| Data listing |
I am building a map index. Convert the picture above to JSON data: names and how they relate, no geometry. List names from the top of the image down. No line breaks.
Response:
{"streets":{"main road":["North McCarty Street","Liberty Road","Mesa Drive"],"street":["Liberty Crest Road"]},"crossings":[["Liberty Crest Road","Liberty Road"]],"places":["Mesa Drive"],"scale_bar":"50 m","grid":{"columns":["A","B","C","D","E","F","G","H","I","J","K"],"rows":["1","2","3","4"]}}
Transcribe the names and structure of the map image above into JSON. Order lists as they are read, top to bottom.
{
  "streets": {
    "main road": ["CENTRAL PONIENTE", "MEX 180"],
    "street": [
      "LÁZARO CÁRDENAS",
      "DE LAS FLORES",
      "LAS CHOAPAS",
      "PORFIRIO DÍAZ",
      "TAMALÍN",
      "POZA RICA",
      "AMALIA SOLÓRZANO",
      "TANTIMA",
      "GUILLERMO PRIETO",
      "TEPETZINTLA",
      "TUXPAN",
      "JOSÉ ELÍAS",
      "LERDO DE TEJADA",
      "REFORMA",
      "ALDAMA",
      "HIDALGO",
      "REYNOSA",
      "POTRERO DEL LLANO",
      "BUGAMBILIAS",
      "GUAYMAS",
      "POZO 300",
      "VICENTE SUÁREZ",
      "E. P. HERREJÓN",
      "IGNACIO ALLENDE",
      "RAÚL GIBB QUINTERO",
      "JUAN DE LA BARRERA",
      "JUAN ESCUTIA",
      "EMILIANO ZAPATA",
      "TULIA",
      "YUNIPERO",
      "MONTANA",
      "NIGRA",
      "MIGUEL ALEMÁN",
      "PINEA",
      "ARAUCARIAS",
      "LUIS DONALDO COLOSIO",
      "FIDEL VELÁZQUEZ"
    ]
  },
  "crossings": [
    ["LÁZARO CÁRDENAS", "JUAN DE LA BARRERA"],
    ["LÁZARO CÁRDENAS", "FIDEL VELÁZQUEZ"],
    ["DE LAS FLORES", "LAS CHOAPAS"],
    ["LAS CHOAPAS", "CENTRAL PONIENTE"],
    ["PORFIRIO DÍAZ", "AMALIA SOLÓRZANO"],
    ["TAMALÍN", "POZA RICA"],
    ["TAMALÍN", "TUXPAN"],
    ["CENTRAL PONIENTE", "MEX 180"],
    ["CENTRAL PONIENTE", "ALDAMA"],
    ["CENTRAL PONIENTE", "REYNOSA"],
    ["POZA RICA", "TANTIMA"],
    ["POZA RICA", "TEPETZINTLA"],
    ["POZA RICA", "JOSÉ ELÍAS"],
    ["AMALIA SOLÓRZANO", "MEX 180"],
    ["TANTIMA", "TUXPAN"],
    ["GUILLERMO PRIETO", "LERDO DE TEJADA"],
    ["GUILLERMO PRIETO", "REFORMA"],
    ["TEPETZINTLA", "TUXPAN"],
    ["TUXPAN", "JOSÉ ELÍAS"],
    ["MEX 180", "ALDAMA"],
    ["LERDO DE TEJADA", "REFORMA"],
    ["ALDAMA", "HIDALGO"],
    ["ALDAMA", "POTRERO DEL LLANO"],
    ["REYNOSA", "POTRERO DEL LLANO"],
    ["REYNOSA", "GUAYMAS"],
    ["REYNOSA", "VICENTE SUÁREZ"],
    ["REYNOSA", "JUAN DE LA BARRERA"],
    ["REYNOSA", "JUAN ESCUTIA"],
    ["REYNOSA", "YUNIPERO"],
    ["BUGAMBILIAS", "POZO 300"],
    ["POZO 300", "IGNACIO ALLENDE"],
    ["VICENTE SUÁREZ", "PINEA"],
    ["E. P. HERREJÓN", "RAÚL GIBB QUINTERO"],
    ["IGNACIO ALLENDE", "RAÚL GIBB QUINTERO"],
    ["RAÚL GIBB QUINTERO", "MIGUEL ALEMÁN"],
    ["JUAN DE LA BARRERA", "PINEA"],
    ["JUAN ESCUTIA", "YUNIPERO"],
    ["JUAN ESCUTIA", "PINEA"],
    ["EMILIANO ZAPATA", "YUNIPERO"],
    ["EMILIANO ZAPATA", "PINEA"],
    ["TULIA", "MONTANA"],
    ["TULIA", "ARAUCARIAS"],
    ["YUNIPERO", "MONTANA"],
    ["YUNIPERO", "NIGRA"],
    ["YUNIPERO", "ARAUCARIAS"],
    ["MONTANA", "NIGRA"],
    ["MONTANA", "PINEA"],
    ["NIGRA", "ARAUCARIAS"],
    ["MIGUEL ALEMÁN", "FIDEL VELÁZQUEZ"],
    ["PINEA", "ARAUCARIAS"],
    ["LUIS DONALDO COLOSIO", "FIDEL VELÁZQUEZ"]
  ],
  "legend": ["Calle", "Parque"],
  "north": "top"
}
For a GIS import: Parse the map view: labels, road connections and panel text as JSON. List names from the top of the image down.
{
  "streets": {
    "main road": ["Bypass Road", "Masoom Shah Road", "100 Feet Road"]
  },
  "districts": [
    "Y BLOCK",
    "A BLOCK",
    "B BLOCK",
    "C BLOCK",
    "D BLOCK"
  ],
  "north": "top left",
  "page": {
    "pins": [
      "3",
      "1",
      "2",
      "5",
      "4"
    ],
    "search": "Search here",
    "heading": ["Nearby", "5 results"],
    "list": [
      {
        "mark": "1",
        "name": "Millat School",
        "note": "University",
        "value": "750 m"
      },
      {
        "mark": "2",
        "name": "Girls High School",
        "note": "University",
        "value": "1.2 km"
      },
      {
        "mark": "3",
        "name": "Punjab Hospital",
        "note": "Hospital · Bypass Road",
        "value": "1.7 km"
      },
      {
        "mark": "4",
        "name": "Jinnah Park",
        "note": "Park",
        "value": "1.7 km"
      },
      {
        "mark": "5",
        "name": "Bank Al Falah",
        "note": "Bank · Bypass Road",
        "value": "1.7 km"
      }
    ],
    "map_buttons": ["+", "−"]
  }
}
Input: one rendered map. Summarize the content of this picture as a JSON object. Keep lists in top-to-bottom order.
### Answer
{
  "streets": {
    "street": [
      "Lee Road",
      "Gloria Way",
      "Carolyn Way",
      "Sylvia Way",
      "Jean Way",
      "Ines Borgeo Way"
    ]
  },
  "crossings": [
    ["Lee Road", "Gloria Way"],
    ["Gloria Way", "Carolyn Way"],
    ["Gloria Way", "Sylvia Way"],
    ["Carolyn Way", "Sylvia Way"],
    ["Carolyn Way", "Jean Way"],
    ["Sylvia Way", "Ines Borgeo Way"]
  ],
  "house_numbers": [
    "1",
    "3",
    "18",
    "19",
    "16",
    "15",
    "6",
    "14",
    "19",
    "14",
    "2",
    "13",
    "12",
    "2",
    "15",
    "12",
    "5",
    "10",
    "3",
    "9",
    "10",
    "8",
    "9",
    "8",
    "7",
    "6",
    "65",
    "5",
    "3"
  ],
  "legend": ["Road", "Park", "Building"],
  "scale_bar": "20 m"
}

| Try it |
Repeat the data. Leave nothing out and change nothing.

| Task result |
I am building a map index. Convert the picture above to JSON data: names and how they relate, no geometry. List names from the top of the image down. No line breaks.
Response:
{"streets":{"main road":["North McCarty Street","Liberty Road","Mesa Drive"],"street":["Liberty Crest Road"]},"crossings":[["Liberty Crest Road","Liberty Road"]],"places":["Mesa Drive"],"scale_bar":"50 m","grid":{"columns":["A","B","C","D","E","F","G","H","I","J","K"],"rows":["1","2","3","4"]}}
Transcribe the names and structure of the map image above into JSON. Order lists as they are read, top to bottom.
{
  "streets": {
    "main road": ["CENTRAL PONIENTE", "MEX 180"],
    "street": [
      "LÁZARO CÁRDENAS",
      "DE LAS FLORES",
      "LAS CHOAPAS",
      "PORFIRIO DÍAZ",
      "TAMALÍN",
      "POZA RICA",
      "AMALIA SOLÓRZANO",
      "TANTIMA",
      "GUILLERMO PRIETO",
      "TEPETZINTLA",
      "TUXPAN",
      "JOSÉ ELÍAS",
      "LERDO DE TEJADA",
      "REFORMA",
      "ALDAMA",
      "HIDALGO",
      "REYNOSA",
      "POTRERO DEL LLANO",
      "BUGAMBILIAS",
      "GUAYMAS",
      "POZO 300",
      "VICENTE SUÁREZ",
      "E. P. HERREJÓN",
      "IGNACIO ALLENDE",
      "RAÚL GIBB QUINTERO",
      "JUAN DE LA BARRERA",
      "JUAN ESCUTIA",
      "EMILIANO ZAPATA",
      "TULIA",
      "YUNIPERO",
      "MONTANA",
      "NIGRA",
      "MIGUEL ALEMÁN",
      "PINEA",
      "ARAUCARIAS",
      "LUIS DONALDO COLOSIO",
      "FIDEL VELÁZQUEZ"
    ]
  },
  "crossings": [
    ["LÁZARO CÁRDENAS", "JUAN DE LA BARRERA"],
    ["LÁZARO CÁRDENAS", "FIDEL VELÁZQUEZ"],
    ["DE LAS FLORES", "LAS CHOAPAS"],
    ["LAS CHOAPAS", "CENTRAL PONIENTE"],
    ["PORFIRIO DÍAZ", "AMALIA SOLÓRZANO"],
    ["TAMALÍN", "POZA RICA"],
    ["TAMALÍN", "TUXPAN"],
    ["CENTRAL PONIENTE", "MEX 180"],
    ["CENTRAL PONIENTE", "ALDAMA"],
    ["CENTRAL PONIENTE", "REYNOSA"],
    ["POZA RICA", "TANTIMA"],
    ["POZA RICA", "TEPETZINTLA"],
    ["POZA RICA", "JOSÉ ELÍAS"],
    ["AMALIA SOLÓRZANO", "MEX 180"],
    ["TANTIMA", "TUXPAN"],
    ["GUILLERMO PRIETO", "LERDO DE TEJADA"],
    ["GUILLERMO PRIETO", "REFORMA"],
    ["TEPETZINTLA", "TUXPAN"],
    ["TUXPAN", "JOSÉ ELÍAS"],
    ["MEX 180", "ALDAMA"],
    ["LERDO DE TEJADA", "REFORMA"],
    ["ALDAMA", "HIDALGO"],
    ["ALDAMA", "POTRERO DEL LLANO"],
    ["REYNOSA", "POTRERO DEL LLANO"],
    ["REYNOSA", "GUAYMAS"],
    ["REYNOSA", "VICENTE SUÁREZ"],
    ["REYNOSA", "JUAN DE LA BARRERA"],
    ["REYNOSA", "JUAN ESCUTIA"],
    ["REYNOSA", "YUNIPERO"],
    ["BUGAMBILIAS", "POZO 300"],
    ["POZO 300", "IGNACIO ALLENDE"],
    ["VICENTE SUÁREZ", "PINEA"],
    ["E. P. HERREJÓN", "RAÚL GIBB QUINTERO"],
    ["IGNACIO ALLENDE", "RAÚL GIBB QUINTERO"],
    ["RAÚL GIBB QUINTERO", "MIGUEL ALEMÁN"],
    ["JUAN DE LA BARRERA", "PINEA"],
    ["JUAN ESCUTIA", "YUNIPERO"],
    ["JUAN ESCUTIA", "PINEA"],
    ["EMILIANO ZAPATA", "YUNIPERO"],
    ["EMILIANO ZAPATA", "PINEA"],
    ["TULIA", "MONTANA"],
    ["TULIA", "ARAUCARIAS"],
    ["YUNIPERO", "MONTANA"],
    ["YUNIPERO", "NIGRA"],
    ["YUNIPERO", "ARAUCARIAS"],
    ["MONTANA", "NIGRA"],
    ["MONTANA", "PINEA"],
    ["NIGRA", "ARAUCARIAS"],
    ["MIGUEL ALEMÁN", "FIDEL VELÁZQUEZ"],
    ["PINEA", "ARAUCARIAS"],
    ["LUIS DONALDO COLOSIO", "FIDEL VELÁZQUEZ"]
  ],
  "legend": ["Calle", "Parque"],
  "north": "top"
}
For a GIS import: Parse the map view: labels, road connections and panel text as JSON. List names from the top of the image down.
{
  "streets": {
    "main road": ["Bypass Road", "Masoom Shah Road", "100 Feet Road"]
  },
  "districts": [
    "Y BLOCK",
    "A BLOCK",
    "B BLOCK",
    "C BLOCK",
    "D BLOCK"
  ],
  "north": "top left",
  "page": {
    "pins": [
      "3",
      "1",
      "2",
      "5",
      "4"
    ],
    "search": "Search here",
    "heading": ["Nearby", "5 results"],
    "list": [
      {
        "mark": "1",
        "name": "Millat School",
        "note": "University",
        "value": "750 m"
      },
      {
        "mark": "2",
        "name": "Girls High School",
        "note": "University",
        "value": "1.2 km"
      },
      {
        "mark": "3",
        "name": "Punjab Hospital",
        "note": "Hospital · Bypass Road",
        "value": "1.7 km"
      },
      {
        "mark": "4",
        "name": "Jinnah Park",
        "note": "Park",
        "value": "1.7 km"
      },
      {
        "mark": "5",
        "name": "Bank Al Falah",
        "note": "Bank · Bypass Road",
        "value": "1.7 km"
      }
    ],
    "map_buttons": ["+", "−"]
  }
}
Input: one rendered map. Summarize the content of this picture as a JSON object. Keep lists in top-to-bottom order.
### Answer
{
  "streets": {
    "street": [
      "Lee Road",
      "Gloria Way",
      "Carolyn Way",
      "Sylvia Way",
      "Jean Way",
      "Ines Borgeo Way"
    ]
  },
  "crossings": [
    ["Lee Road", "Gloria Way"],
    ["Gloria Way", "Carolyn Way"],
    ["Gloria Way", "Sylvia Way"],
    ["Carolyn Way", "Sylvia Way"],
    ["Carolyn Way", "Jean Way"],
    ["Sylvia Way", "Ines Borgeo Way"]
  ],
  "house_numbers": [
    "1",
    "3",
    "18",
    "19",
    "16",
    "15",
    "6",
    "14",
    "19",
    "14",
    "2",
    "13",
    "12",
    "2",
    "15",
    "12",
    "5",
    "10",
    "3",
    "9",
    "10",
    "8",
    "9",
    "8",
    "7",
    "6",
    "65",
    "5",
    "3"
  ],
  "legend": ["Road", "Park", "Building"],
  "scale_bar": "20 m"
}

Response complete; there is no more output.